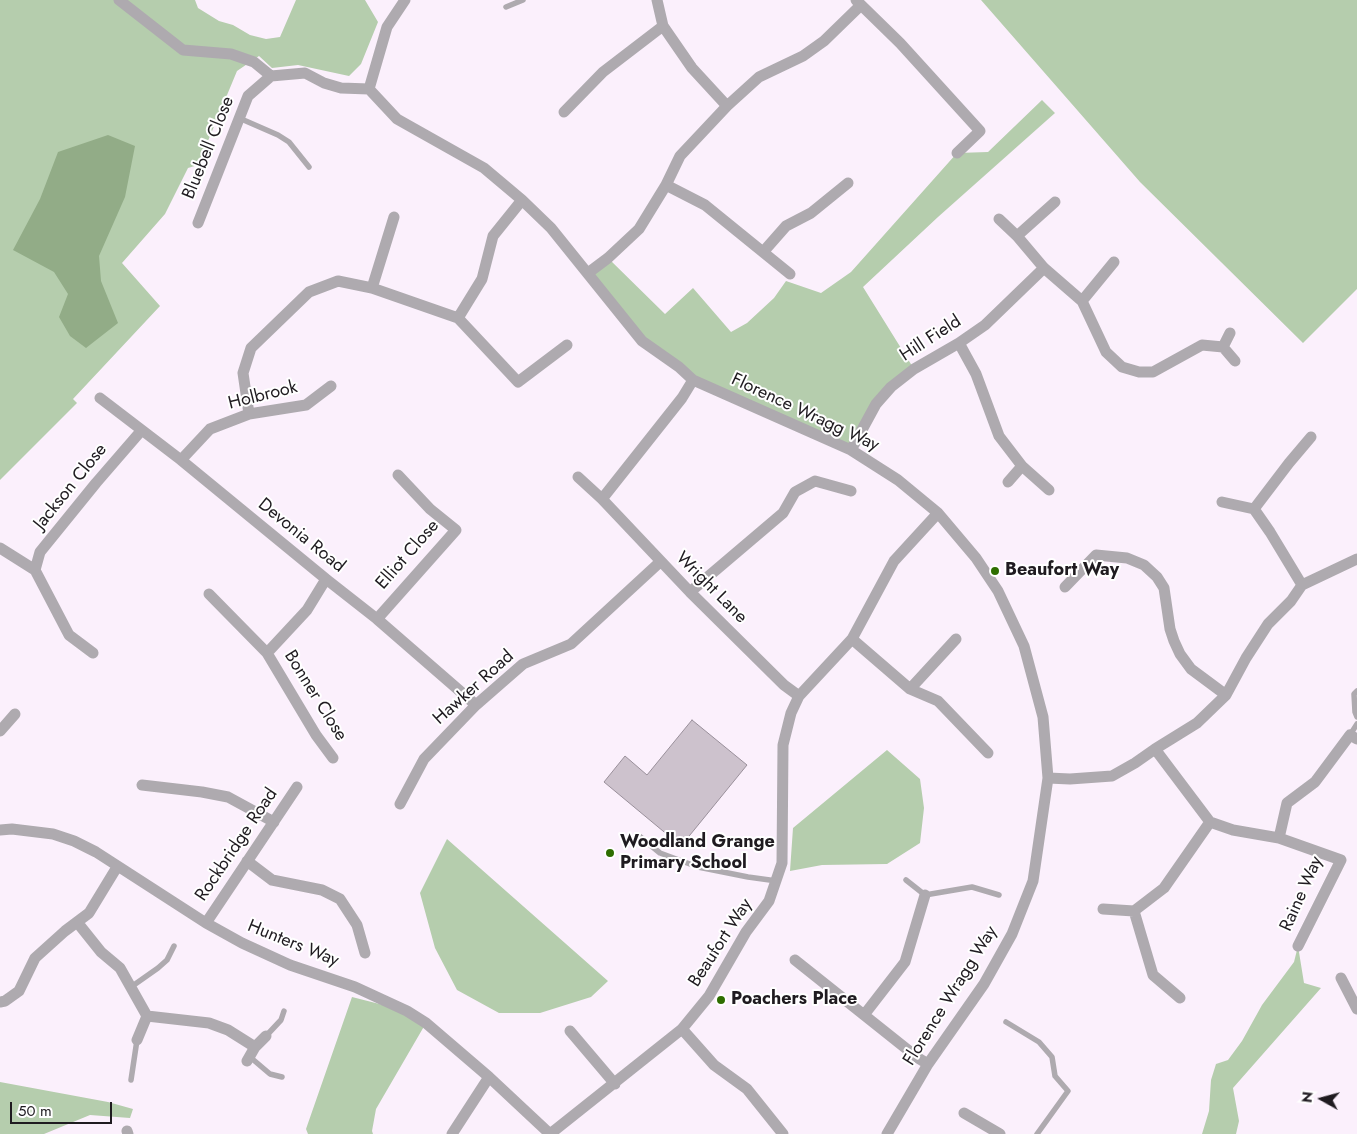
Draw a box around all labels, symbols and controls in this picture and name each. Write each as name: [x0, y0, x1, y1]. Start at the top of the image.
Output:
street label: Bluebell Close: [179, 93, 239, 203]
street label: Hill Field: [896, 311, 966, 367]
street label: Florence Wragg Way: [728, 369, 882, 457]
street label: Holbrook: [226, 377, 300, 415]
street label: Jackson Close: [30, 440, 112, 534]
street label: Devonia Road: [253, 494, 349, 578]
street label: Elliot Close: [372, 516, 444, 594]
street label: Wright Lane: [671, 548, 751, 628]
place label: Beaufort Way: [1005, 560, 1119, 582]
marker: Beaufort Way: [989, 565, 1001, 577]
street label: Hawker Road: [429, 646, 519, 730]
street label: Bonner Close: [279, 647, 351, 745]
street label: Rockbridge Road: [191, 784, 283, 906]
place label: Woodland Grange Primary School: [620, 832, 775, 874]
marker: Woodland Grange Primary School: [604, 847, 616, 859]
street label: Raine Way: [1276, 853, 1328, 935]
street label: Beaufort Way: [684, 895, 758, 991]
street label: Hunters Way: [244, 916, 342, 972]
street label: Florence Wragg Way: [899, 922, 1003, 1070]
place label: Poachers Place: [731, 989, 857, 1011]
marker: Poachers Place: [715, 994, 727, 1006]
north arrow: [1297, 1074, 1347, 1124]
text: N: [1297, 1090, 1318, 1104]
scale bar: [12, 1092, 115, 1124]
text: 50 m: [18, 1100, 52, 1122]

○ ○ ○ ○ ○

* **DIRECTIONS FOR THIS TASK**
Word for word, quote the full listing, omitting every picture.

* **WRITTEN SOLUTION**
Draw a box around all labels, symbols and controls in this picture and name each. Write each as name: [x0, y0, x1, y1]. Start at the top of the image.
Output:
street label: Bluebell Close: [179, 93, 239, 203]
street label: Hill Field: [896, 311, 966, 367]
street label: Florence Wragg Way: [728, 369, 882, 457]
street label: Holbrook: [226, 377, 300, 415]
street label: Jackson Close: [30, 440, 112, 534]
street label: Devonia Road: [253, 494, 349, 578]
street label: Elliot Close: [372, 516, 444, 594]
street label: Wright Lane: [671, 548, 751, 628]
place label: Beaufort Way: [1005, 560, 1119, 582]
marker: Beaufort Way: [989, 565, 1001, 577]
street label: Hawker Road: [429, 646, 519, 730]
street label: Bonner Close: [279, 647, 351, 745]
street label: Rockbridge Road: [191, 784, 283, 906]
place label: Woodland Grange Primary School: [620, 832, 775, 874]
marker: Woodland Grange Primary School: [604, 847, 616, 859]
street label: Raine Way: [1276, 853, 1328, 935]
street label: Beaufort Way: [684, 895, 758, 991]
street label: Hunters Way: [244, 916, 342, 972]
street label: Florence Wragg Way: [899, 922, 1003, 1070]
place label: Poachers Place: [731, 989, 857, 1011]
marker: Poachers Place: [715, 994, 727, 1006]
north arrow: [1297, 1074, 1347, 1124]
text: N: [1297, 1090, 1318, 1104]
scale bar: [12, 1092, 115, 1124]
text: 50 m: [18, 1100, 52, 1122]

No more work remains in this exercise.